What the exercise asks:
Please return every line of the records that contains the word "Grill".

Data listing:
_ _ _ _ _ _ _
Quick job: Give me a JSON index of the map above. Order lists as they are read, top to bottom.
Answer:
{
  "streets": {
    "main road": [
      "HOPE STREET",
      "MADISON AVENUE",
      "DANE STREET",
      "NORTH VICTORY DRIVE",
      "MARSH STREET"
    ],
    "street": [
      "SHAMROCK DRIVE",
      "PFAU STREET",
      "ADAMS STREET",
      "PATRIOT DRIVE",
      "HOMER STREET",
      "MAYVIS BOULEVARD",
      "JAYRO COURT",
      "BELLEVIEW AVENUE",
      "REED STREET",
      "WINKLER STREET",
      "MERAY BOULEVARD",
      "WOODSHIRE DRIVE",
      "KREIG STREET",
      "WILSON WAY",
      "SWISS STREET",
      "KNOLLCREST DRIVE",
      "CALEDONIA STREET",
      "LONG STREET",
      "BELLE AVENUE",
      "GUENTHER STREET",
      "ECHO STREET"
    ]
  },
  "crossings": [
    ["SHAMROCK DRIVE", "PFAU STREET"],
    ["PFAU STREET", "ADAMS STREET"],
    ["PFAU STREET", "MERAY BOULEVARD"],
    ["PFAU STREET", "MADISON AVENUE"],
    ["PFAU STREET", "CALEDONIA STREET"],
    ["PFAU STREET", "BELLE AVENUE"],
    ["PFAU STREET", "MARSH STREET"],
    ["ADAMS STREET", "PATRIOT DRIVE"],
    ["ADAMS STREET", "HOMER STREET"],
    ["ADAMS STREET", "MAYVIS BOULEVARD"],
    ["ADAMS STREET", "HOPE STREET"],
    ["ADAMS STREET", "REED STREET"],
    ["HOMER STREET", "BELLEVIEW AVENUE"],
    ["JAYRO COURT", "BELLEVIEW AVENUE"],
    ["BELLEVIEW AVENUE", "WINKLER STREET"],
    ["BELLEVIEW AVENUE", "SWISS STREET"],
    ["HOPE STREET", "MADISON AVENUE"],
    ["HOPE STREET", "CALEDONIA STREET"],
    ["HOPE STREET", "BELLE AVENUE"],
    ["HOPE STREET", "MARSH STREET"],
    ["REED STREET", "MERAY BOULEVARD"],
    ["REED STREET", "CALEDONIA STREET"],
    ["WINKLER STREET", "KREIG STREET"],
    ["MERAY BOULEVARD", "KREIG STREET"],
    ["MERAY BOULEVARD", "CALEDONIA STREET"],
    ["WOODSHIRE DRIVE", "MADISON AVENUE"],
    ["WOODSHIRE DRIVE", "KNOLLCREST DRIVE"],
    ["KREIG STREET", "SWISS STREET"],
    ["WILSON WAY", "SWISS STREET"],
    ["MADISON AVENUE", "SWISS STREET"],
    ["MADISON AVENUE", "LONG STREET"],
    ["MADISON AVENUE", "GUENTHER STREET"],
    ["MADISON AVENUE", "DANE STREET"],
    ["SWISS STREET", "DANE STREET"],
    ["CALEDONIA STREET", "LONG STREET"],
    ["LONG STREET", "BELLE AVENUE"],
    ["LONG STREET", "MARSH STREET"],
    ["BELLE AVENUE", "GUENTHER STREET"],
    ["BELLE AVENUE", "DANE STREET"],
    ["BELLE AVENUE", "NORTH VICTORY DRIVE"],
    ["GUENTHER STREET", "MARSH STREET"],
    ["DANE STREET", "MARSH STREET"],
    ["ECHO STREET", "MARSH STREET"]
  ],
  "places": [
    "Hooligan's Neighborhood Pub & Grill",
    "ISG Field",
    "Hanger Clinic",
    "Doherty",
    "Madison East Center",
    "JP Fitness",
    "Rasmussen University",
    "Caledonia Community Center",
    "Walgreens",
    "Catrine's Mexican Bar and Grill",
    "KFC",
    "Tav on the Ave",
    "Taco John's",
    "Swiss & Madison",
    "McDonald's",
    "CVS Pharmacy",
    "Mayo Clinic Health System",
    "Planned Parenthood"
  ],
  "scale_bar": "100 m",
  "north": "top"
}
_ _ _ _ _ _ _
Solution to this exercise:
    "Hooligan's Neighborhood Pub & Grill",
    "Catrine's Mexican Bar and Grill",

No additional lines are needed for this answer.